### Excerpts from a dataset
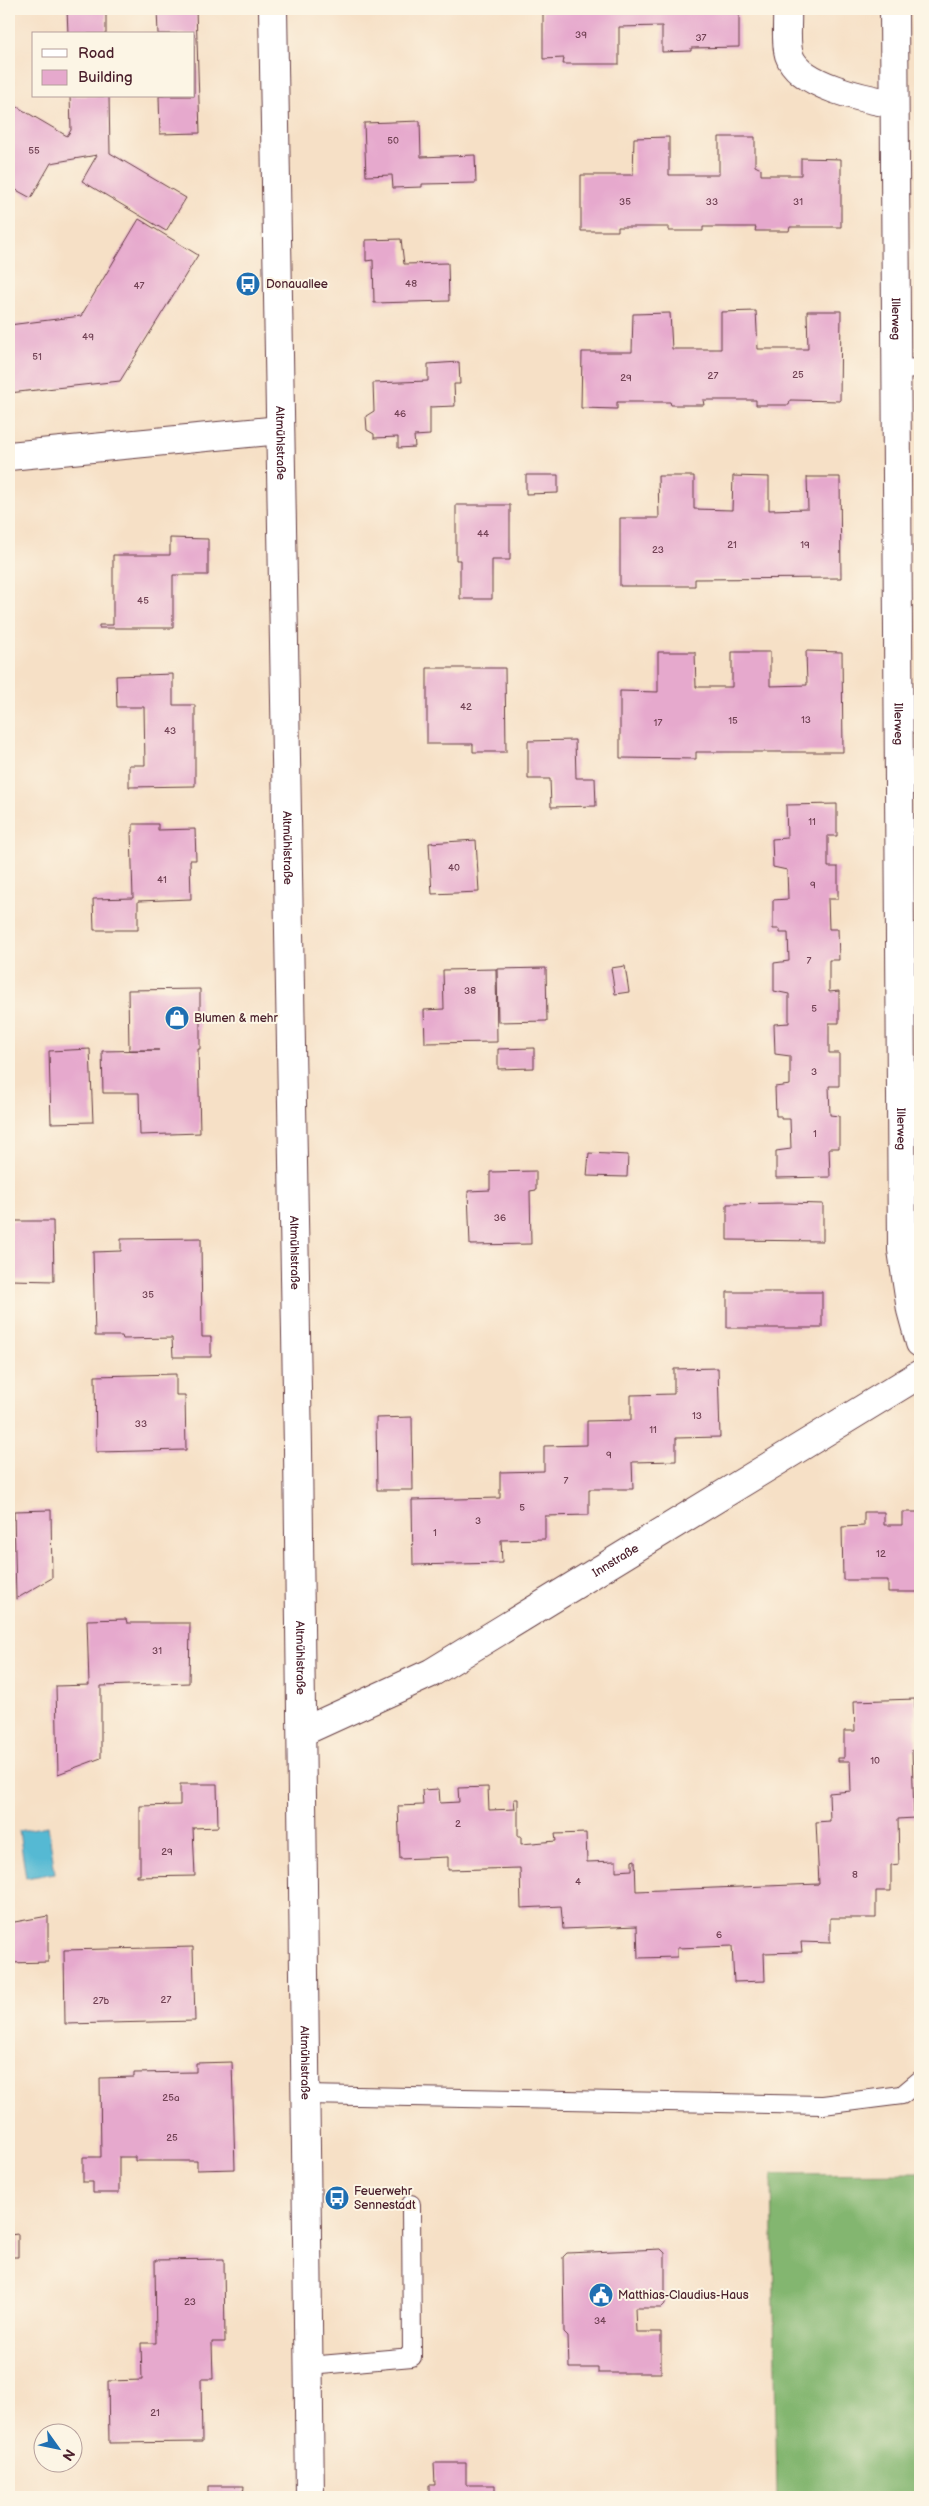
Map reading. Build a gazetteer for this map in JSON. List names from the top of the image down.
{
  "streets": {
    "street": ["Illerweg", "Altmühlstraße", "Innstraße"]
  },
  "crossings": [
    ["Altmühlstraße", "Innstraße"]
  ],
  "places": {
    "bus stop": ["Donauallee", "Feuerwehr Sennestadt"],
    "shop": ["Blumen & mehr"],
    "public building": ["Matthias-Claudius-Haus"]
  },
  "house_numbers": [
    "39",
    "37",
    "50",
    "55",
    "35",
    "33",
    "31",
    "48",
    "47",
    "49",
    "51",
    "25",
    "27",
    "29",
    "46",
    "44",
    "21",
    "19",
    "23",
    "45",
    "42",
    "13",
    "15",
    "17",
    "43",
    "11",
    "40",
    "41",
    "9",
    "7",
    "38",
    "5",
    "3",
    "1",
    "36",
    "35",
    "13",
    "33",
    "11",
    "9",
    "7",
    "5",
    "3",
    "1",
    "12",
    "31",
    "10",
    "2",
    "29",
    "8",
    "4",
    "6",
    "27",
    "27b",
    "25a",
    "25",
    "23",
    "34",
    "21"
  ],
  "legend": ["Road", "Building"],
  "north": "bottom right"
}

### EXERCISE GOAL
Omit each image and transcribe the remaining records word for word.

### WORKED SOLUTION
Map reading. Build a gazetteer for this map in JSON. List names from the top of the image down.
{
  "streets": {
    "street": ["Illerweg", "Altmühlstraße", "Innstraße"]
  },
  "crossings": [
    ["Altmühlstraße", "Innstraße"]
  ],
  "places": {
    "bus stop": ["Donauallee", "Feuerwehr Sennestadt"],
    "shop": ["Blumen & mehr"],
    "public building": ["Matthias-Claudius-Haus"]
  },
  "house_numbers": [
    "39",
    "37",
    "50",
    "55",
    "35",
    "33",
    "31",
    "48",
    "47",
    "49",
    "51",
    "25",
    "27",
    "29",
    "46",
    "44",
    "21",
    "19",
    "23",
    "45",
    "42",
    "13",
    "15",
    "17",
    "43",
    "11",
    "40",
    "41",
    "9",
    "7",
    "38",
    "5",
    "3",
    "1",
    "36",
    "35",
    "13",
    "33",
    "11",
    "9",
    "7",
    "5",
    "3",
    "1",
    "12",
    "31",
    "10",
    "2",
    "29",
    "8",
    "4",
    "6",
    "27",
    "27b",
    "25a",
    "25",
    "23",
    "34",
    "21"
  ],
  "legend": ["Road", "Building"],
  "north": "bottom right"
}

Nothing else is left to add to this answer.